TRY IT: From the first line to the last, copy the material word for word; pictures stay out.

RECORDED DATA:
★ ★ ★ ★ ★ ★ ★

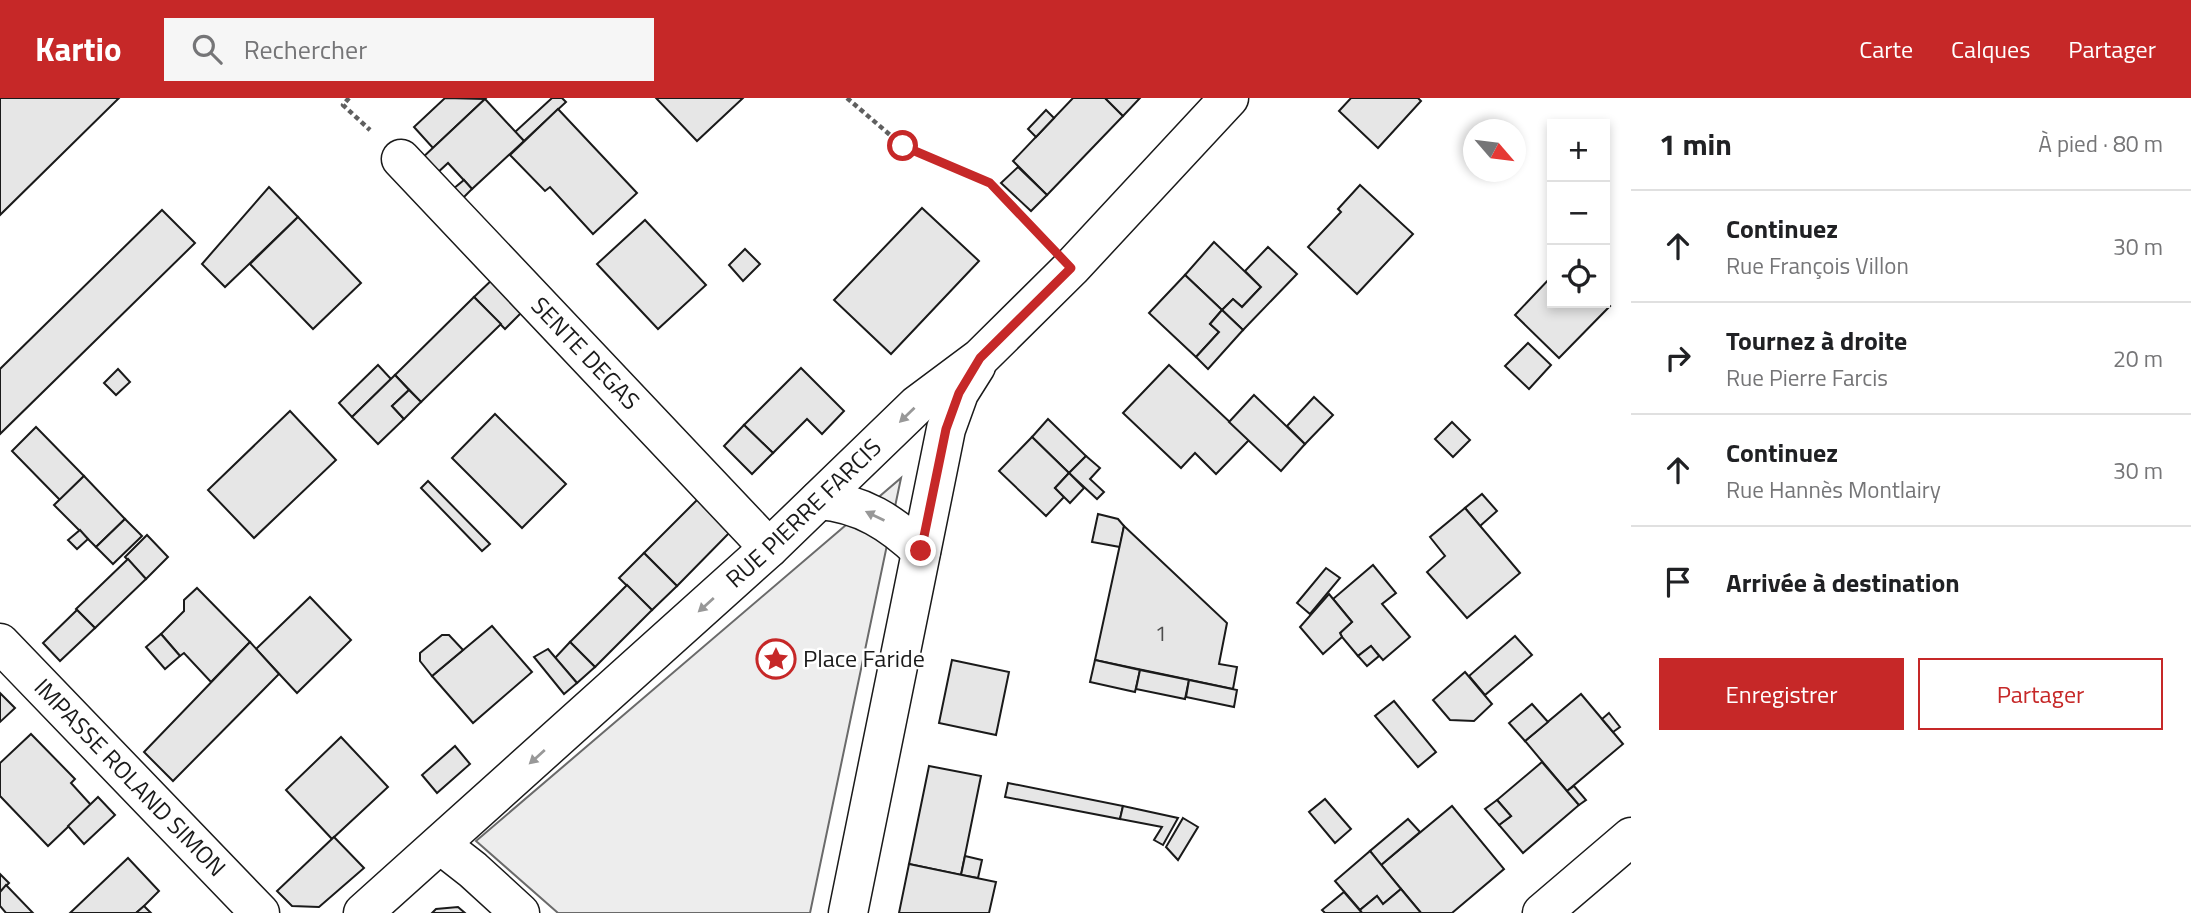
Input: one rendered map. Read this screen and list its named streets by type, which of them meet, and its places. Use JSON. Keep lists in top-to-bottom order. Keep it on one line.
{"streets":{"street":["SENTE DEGAS","RUE PIERRE FARCIS","IMPASSE ROLAND SIMON"]},"crossings":[["SENTE DEGAS","RUE PIERRE FARCIS"]],"one_way":["RUE PIERRE FARCIS"],"places":{"place":["Place Faride"]},"house_numbers":["1"],"north":"bottom right","page":{"header":"Kartio","search":"Rechercher","nav":["Carte","Calques","Partager"],"heading":["1 min","À pied · 80 m"],"map_buttons":["+","−"],"list":[["Continuez","Rue François Villon","30 m"],["Tournez à droite","Rue Pierre Farcis","20 m"],["Continuez","Rue Hannès Montlairy","30 m"],"Arrivée à destination"],"buttons":["Enregistrer","Partager"]}}
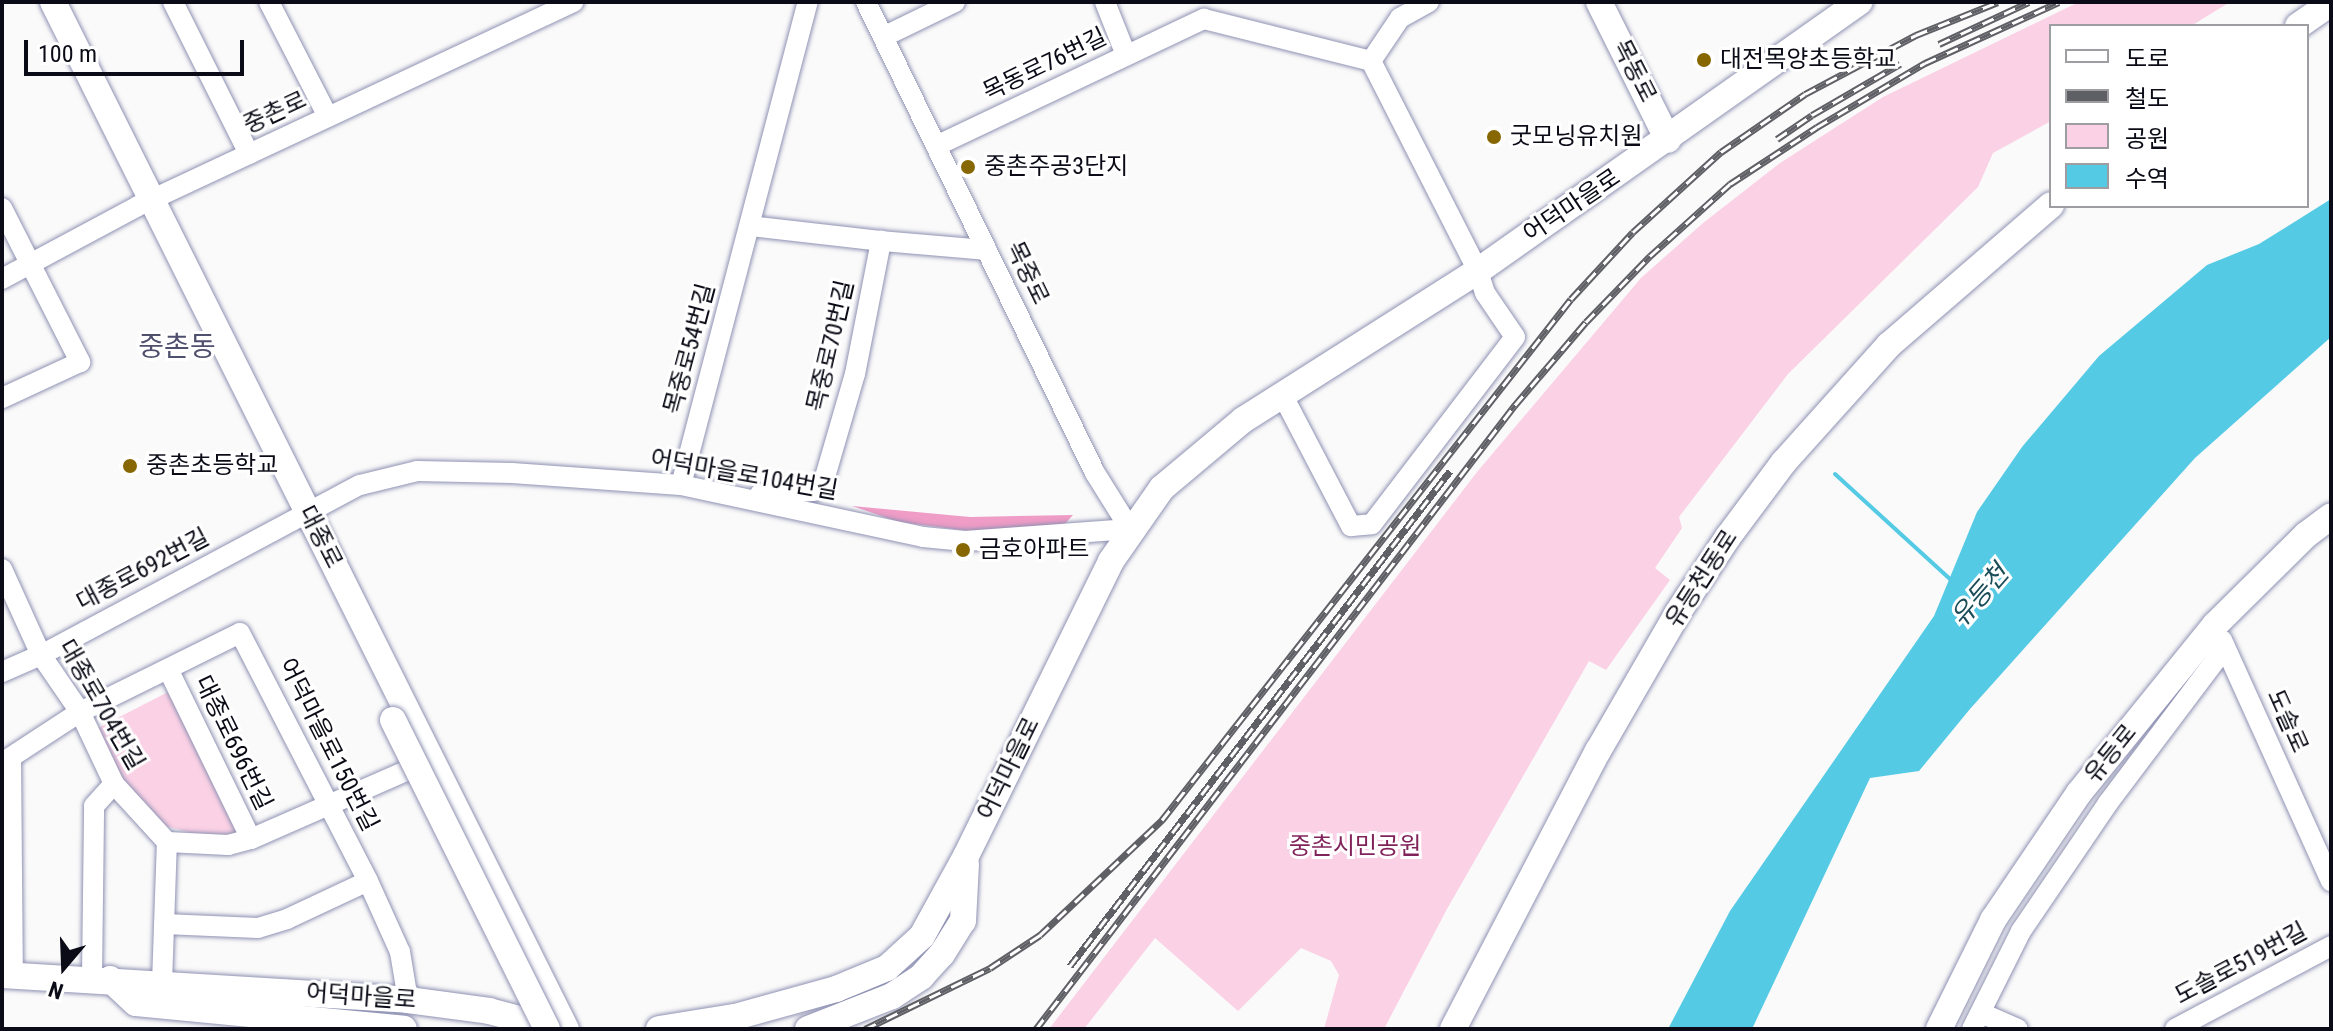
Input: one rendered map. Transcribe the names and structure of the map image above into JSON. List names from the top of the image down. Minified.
{"streets":{"main road":["목동로","어덕마을로","대종로","유등천동로","유등로"],"street":["목동로76번길","중촌로","목중로","목중로70번길","목중로54번길","어덕마을로104번길","대종로692번길","대종로704번길","도솔로","대종로696번길","어덕마을로150번길","도솔로519번길"]},"crossings":[["목동로76번길","목중로"],["목동로","어덕마을로"],["중촌로","대종로"],["어덕마을로","목중로"],["어덕마을로","어덕마을로104번길"],["어덕마을로","대종로"],["어덕마을로","대종로696번길"],["어덕마을로","어덕마을로150번길"],["목중로","어덕마을로104번길"],["목중로70번길","어덕마을로104번길"],["목중로54번길","어덕마을로104번길"],["어덕마을로104번길","대종로"],["어덕마을로104번길","대종로692번길"],["대종로","대종로692번길"],["대종로692번길","대종로704번길"],["대종로704번길","대종로696번길"],["도솔로","유등로"],["대종로696번길","어덕마을로150번길"]],"districts":["중촌동"],"water":["유등천"],"parks":["중촌시민공원"],"places":["대전목양초등학교","굿모닝유치원","중촌주공3단지","중촌초등학교","금호아파트"],"legend":["도로","철도","공원","수역"],"scale_bar":"100 m","north":"bottom"}
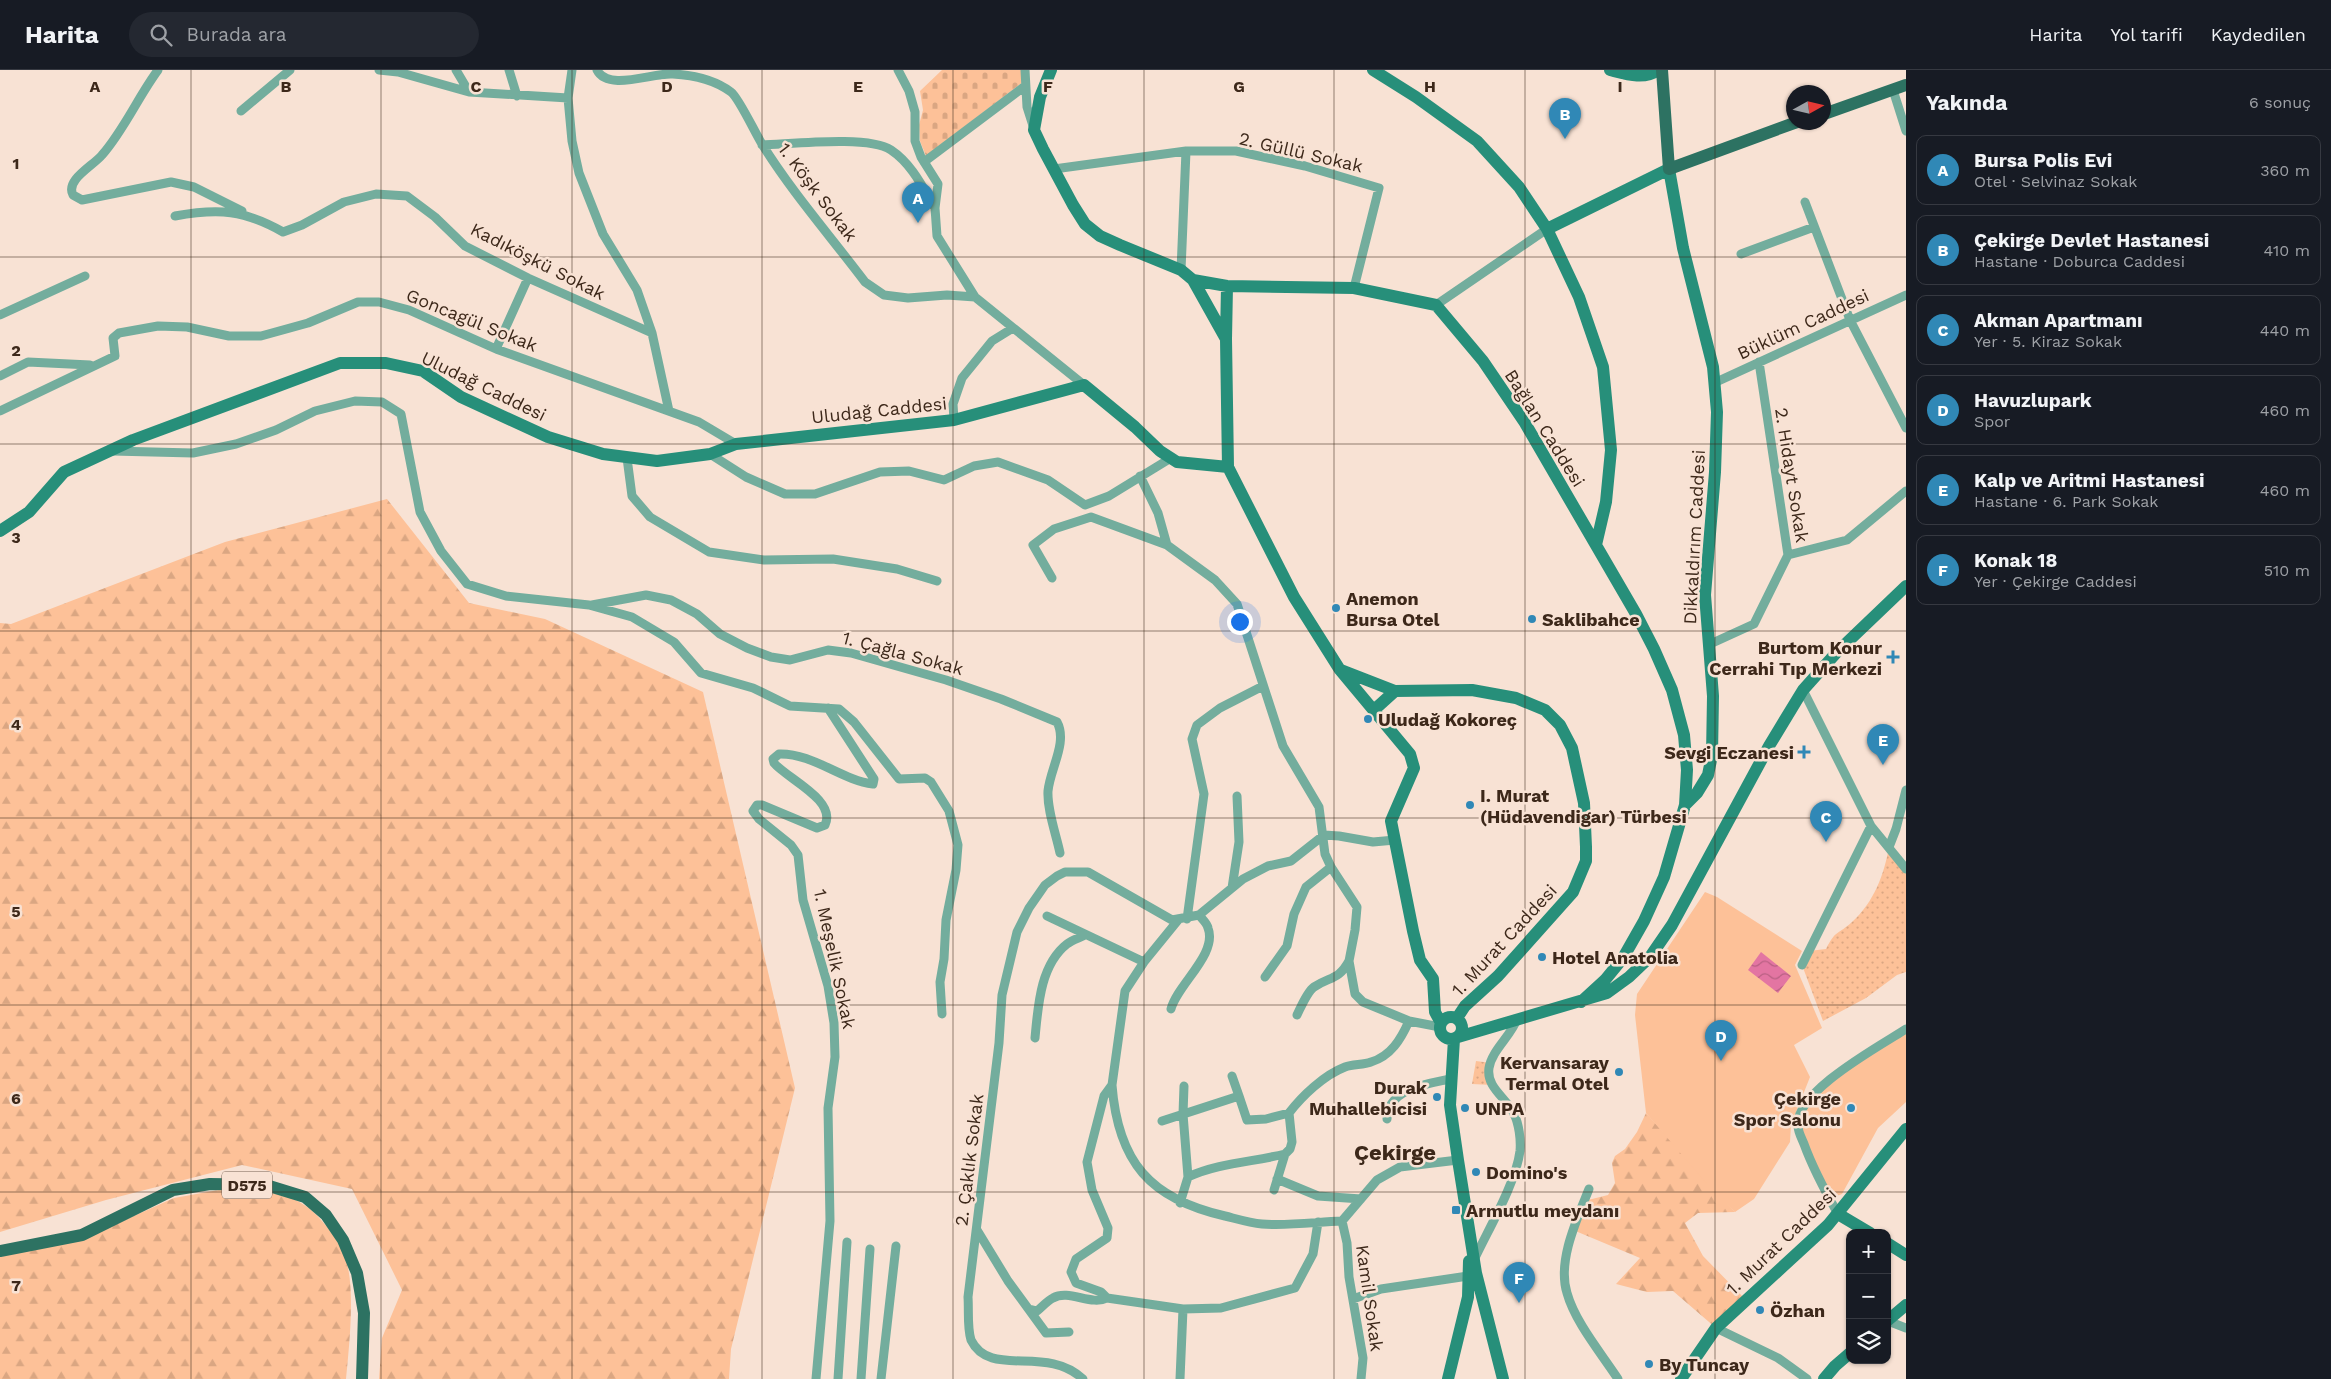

★ ★ ★ ★ ★ ★ ★

YOUR RESPONSE:
Input: one rendered map. Read this screen and list its named streets by type, which of them meet, and its places. Use JSON. Keep lists in top-to-bottom order. Keep it on one line.
{"streets":{"street":["SENTE DEGAS","RUE PIERRE FARCIS","IMPASSE ROLAND SIMON"]},"crossings":[["SENTE DEGAS","RUE PIERRE FARCIS"]],"one_way":["RUE PIERRE FARCIS"],"places":{"place":["Place Faride"]},"house_numbers":["1"],"north":"bottom right","page":{"header":"Kartio","search":"Rechercher","nav":["Carte","Calques","Partager"],"heading":["1 min","À pied · 80 m"],"map_buttons":["+","−"],"list":[["Continuez","Rue François Villon","30 m"],["Tournez à droite","Rue Pierre Farcis","20 m"],["Continuez","Rue Hannès Montlairy","30 m"],"Arrivée à destination"],"buttons":["Enregistrer","Partager"]}}
Input: one rendered map. Transcribe the names and structure of the map image above into JSON. List names from the top of the image down. Minified.
{"streets":{"main road":["목동로","어덕마을로","대종로","유등천동로","유등로"],"street":["목동로76번길","중촌로","목중로","목중로70번길","목중로54번길","어덕마을로104번길","대종로692번길","대종로704번길","도솔로","대종로696번길","어덕마을로150번길","도솔로519번길"]},"crossings":[["목동로76번길","목중로"],["목동로","어덕마을로"],["중촌로","대종로"],["어덕마을로","목중로"],["어덕마을로","어덕마을로104번길"],["어덕마을로","대종로"],["어덕마을로","대종로696번길"],["어덕마을로","어덕마을로150번길"],["목중로","어덕마을로104번길"],["목중로70번길","어덕마을로104번길"],["목중로54번길","어덕마을로104번길"],["어덕마을로104번길","대종로"],["어덕마을로104번길","대종로692번길"],["대종로","대종로692번길"],["대종로692번길","대종로704번길"],["대종로704번길","대종로696번길"],["도솔로","유등로"],["대종로696번길","어덕마을로150번길"]],"districts":["중촌동"],"water":["유등천"],"parks":["중촌시민공원"],"places":["대전목양초등학교","굿모닝유치원","중촌주공3단지","중촌초등학교","금호아파트"],"legend":["도로","철도","공원","수역"],"scale_bar":"100 m","north":"bottom"}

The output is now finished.